Work out the number of lines with the word "each" in the material below, then reply with that number only.

(Material for this exercise)

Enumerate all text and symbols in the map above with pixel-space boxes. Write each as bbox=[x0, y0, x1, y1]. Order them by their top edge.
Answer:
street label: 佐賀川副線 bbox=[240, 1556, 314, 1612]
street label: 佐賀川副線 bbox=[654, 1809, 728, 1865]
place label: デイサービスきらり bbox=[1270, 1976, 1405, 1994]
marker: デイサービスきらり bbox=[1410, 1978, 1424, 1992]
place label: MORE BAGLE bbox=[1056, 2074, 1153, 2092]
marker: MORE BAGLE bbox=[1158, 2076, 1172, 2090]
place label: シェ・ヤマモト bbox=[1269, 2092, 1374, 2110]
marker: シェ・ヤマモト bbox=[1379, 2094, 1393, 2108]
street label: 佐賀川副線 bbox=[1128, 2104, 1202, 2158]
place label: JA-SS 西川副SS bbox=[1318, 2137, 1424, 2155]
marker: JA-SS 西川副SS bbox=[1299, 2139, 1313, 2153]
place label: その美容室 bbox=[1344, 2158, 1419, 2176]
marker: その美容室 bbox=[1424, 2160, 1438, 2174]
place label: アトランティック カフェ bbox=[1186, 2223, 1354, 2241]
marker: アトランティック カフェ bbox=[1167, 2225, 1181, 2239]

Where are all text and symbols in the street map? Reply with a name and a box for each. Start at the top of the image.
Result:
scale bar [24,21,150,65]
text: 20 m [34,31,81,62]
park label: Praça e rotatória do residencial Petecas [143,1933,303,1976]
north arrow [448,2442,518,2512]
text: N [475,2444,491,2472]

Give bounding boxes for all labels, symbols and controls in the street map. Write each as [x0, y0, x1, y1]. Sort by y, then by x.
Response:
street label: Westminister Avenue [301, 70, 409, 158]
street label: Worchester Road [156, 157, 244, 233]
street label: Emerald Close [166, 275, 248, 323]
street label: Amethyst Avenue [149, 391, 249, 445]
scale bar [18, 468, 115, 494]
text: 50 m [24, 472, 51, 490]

(End Material for this exercise)

### Exercise response
3